The output will be be all zeroes:

Prediction([('scores', [0.0, 0.0]), ('system_score', 0.0)])
[0.0, 0.0]
0.0

I also get the following PyTorch warning but I am not sure if it is relevant:

[W CudaIPCTypes.cpp:16] Producer process has been terminated before all shared CUDA tensors released. See Note [Sharing CUDA tensors]

When trying to debug this, I went down a LONG rabbit hole and found that during the prediction loop, the model's weights seem to get set to zero. I do not fully understand how exactly (no time to look into this further atm), but it occurs here when calling iter on the data fetcher:

pytorch-lightning/src/lightning/pytorch/loops/prediction_loop.py

Lines 179 to 181 in e1e8770

    
           combined_loader.limits = self.max_batches 
        
           data_fetcher.setup(combined_loader) 
        
           iter(data_fetcher)  # creates the iterator inside the fetcher

To verify, replace those lines with this

# set the per-dataloader limits
combined_loader.limits = self.max_batches
data_fetcher.setup(combined_loader)


print("Before iter")
for name, param in self.trainer.model.named_parameters():
    if "layer.23.output.dense.weight" in name:
        print(param)

iter(data_fetcher)  # creates the iterator inside the fetcher

print("After iter")
for name, param in self.trainer.model.named_parameters():
    if "layer.23.output.dense.weight" in name:
        print(param)

And execute the script above. If you replace those lines with this to check the weights of the final layer, you'll see that the first print contains the normal weights, but the second print after data_fetcher.setup gives all zeroes.

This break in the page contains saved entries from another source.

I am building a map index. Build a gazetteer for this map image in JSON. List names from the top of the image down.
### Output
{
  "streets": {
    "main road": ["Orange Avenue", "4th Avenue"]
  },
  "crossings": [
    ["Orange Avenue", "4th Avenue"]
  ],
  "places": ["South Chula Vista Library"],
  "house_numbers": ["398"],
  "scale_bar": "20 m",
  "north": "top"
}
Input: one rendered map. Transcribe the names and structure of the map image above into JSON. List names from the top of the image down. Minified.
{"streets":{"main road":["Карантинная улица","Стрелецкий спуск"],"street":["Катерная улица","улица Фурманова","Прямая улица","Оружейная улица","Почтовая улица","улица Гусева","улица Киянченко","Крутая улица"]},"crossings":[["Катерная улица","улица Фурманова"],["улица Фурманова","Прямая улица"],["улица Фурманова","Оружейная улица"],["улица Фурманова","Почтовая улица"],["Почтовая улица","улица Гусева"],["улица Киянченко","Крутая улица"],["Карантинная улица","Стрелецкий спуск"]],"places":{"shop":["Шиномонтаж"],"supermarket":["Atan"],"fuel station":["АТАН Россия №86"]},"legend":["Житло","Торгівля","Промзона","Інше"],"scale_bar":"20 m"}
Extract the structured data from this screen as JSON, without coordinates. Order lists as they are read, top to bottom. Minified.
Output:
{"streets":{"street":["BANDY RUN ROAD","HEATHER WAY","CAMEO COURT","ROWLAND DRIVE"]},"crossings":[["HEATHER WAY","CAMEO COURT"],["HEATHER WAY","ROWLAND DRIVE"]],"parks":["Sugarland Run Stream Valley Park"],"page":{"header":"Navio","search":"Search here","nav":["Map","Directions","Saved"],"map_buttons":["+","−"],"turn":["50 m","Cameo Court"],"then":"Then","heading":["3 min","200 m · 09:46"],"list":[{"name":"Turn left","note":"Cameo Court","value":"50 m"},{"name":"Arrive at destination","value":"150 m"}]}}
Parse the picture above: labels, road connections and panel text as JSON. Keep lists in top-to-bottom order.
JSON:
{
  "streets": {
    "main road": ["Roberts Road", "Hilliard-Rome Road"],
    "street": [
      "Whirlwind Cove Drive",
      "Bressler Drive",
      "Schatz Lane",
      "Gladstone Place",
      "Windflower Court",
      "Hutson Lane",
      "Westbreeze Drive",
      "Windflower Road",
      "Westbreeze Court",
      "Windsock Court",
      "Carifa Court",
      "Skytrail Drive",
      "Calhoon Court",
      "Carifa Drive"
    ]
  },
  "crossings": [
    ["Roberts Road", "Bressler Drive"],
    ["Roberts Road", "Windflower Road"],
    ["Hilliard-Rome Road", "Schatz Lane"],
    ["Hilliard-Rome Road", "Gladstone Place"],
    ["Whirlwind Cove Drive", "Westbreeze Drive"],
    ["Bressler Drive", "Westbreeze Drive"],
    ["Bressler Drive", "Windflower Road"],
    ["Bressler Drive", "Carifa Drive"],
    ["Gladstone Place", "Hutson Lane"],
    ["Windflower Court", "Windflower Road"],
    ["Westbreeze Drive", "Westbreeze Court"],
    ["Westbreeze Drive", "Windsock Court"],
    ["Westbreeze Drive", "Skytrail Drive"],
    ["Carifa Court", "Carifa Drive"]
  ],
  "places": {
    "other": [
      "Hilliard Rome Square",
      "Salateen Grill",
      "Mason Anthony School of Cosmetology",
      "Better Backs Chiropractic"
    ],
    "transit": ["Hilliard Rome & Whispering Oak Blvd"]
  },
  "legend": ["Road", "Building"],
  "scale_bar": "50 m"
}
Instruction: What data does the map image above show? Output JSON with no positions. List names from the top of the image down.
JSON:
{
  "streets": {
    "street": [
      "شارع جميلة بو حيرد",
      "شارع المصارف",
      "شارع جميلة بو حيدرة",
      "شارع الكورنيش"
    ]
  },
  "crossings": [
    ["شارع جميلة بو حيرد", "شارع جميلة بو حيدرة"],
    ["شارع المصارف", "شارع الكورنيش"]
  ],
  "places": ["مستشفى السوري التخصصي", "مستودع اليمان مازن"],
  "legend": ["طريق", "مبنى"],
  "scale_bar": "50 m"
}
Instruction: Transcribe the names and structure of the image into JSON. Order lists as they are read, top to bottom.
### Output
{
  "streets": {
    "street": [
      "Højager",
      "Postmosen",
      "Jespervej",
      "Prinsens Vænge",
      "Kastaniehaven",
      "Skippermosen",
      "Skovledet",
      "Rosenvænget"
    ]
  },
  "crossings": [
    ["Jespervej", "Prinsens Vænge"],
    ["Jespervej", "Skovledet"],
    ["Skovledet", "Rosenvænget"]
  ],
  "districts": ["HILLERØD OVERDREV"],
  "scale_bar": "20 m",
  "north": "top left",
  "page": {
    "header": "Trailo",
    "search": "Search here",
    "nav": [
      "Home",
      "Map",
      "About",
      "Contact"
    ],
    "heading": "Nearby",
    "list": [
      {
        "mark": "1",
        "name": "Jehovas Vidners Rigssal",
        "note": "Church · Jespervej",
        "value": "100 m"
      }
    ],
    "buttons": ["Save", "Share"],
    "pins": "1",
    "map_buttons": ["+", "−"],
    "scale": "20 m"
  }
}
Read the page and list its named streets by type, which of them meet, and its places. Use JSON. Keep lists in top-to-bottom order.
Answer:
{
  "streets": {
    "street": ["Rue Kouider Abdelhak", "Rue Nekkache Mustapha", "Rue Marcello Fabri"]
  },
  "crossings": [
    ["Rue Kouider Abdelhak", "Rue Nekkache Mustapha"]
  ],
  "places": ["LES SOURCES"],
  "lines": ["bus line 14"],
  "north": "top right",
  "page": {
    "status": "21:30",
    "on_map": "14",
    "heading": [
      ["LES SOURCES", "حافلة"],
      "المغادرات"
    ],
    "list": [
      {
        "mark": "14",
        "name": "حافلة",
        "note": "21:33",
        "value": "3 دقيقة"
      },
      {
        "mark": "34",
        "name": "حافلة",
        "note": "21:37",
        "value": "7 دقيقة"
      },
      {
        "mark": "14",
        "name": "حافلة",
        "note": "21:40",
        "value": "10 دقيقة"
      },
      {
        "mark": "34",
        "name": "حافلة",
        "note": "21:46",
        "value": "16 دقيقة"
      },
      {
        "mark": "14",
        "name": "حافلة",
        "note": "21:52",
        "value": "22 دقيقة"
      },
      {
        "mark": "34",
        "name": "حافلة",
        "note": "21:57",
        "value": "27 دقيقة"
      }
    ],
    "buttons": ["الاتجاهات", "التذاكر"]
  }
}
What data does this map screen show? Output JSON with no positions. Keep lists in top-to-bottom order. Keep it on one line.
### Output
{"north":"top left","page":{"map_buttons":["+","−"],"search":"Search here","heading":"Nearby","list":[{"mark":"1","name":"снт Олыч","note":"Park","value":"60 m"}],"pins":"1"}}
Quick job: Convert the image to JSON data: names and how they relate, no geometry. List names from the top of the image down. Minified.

I am stumped as to why this would happen here when setting up a data fetcher, but PL has so many moving parts that are interconnected that it is very hard for me to debug this further. Again, this only seems to be a reported issue on Windows.

Running on Windows 10, Python 3.10, PL 2.2.0.post0.

cc @justusschock @awaelchli

The text was updated successfully, but these errors were encountered:

awaelchli · 2024-02-28T15:25:22Z

@BramVanroy Thanks for reporting. I am not familiar with the COMET library, but if I can reproduce it (hopefully don't need Windows) I can probably help debug this.

Is pip installing and copying this code snippet all I need to repro this?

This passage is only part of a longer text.